Comparison With Prior Work

Two previous systematic reviews assessed the literature on a similar topic. The 2019 systematic review by Chambers et al [12] included any type of publication, including gray literature, but was limited to studies relating to urgent health issues only. The evidence was assessed as being mostly weak and insufficient to determine the level of safety of digital symptom checkers and OSCs for patients. More recently, Wallace et al [11] published a systematic review on the diagnostic and triage accuracy of OSCs, including specialty-specific tools, but the search was restricted to MEDLINE and Web of Science up to February 15, 2021. Both triage accuracy and diagnostic accuracy of the OSCs were found to be mostly low despite variations. Reliance on these tools was therefore considered as posing a potential clinical risk. The identification of 7 new studies published since mid-February 2021, along with increasing use of OSCs during the COVID-19 pandemic despite cautionary calls, motivated us to conduct this review.

This review aimed to not only update but also strengthen the quality of the evidence by including only peer-reviewed papers and focusing on OSCs for general health concerns (nonspecialty specific). However, the evidence remains inconsistent and calls both for caution in promoting OSCs and the need for further studies to improve and inform future development of these tools.

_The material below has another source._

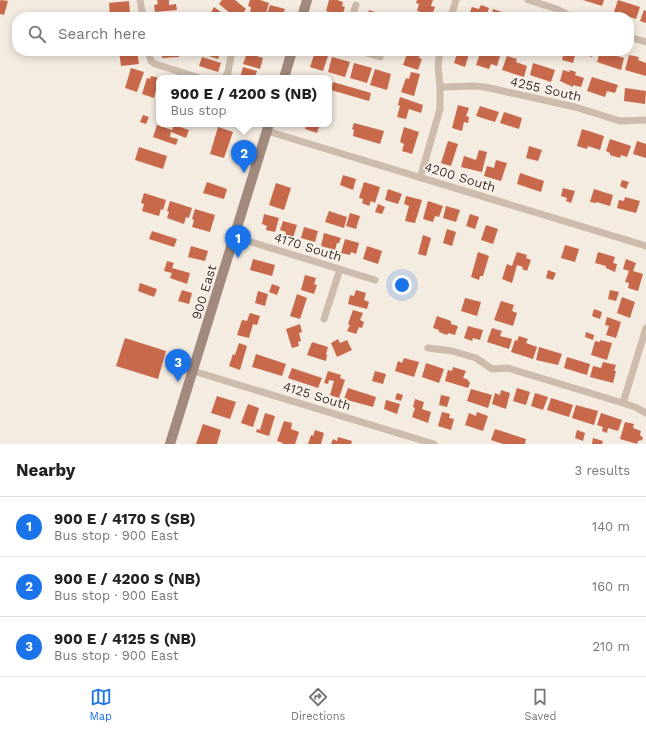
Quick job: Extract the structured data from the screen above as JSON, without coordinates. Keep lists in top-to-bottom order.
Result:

Implications for Research and Practice

Most of the included studies (10/14, 71%) highlighted that OCS performance tended to remain low and that further improvements, testing, and research are needed. Although there is a sense in commentaries and previous studies [12] that OSCs tend to overtriage and thus should be considered risk averse, our review identified several instances of undertriage among OSCs. This finding is concerning because it suggests a risk of delay in accessing care for individuals using these decision-support tools. The impact of overtriage on health services must also be considered because this might negatively affect the quality of services provided and thus ultimately represent a risk for service users. Additional work is urgently needed to understand the extent and implications of inappropriate triage recommendations of existing publicly available OSCs, which require a real-life assessment of rates of user compliance with the tool’s advice.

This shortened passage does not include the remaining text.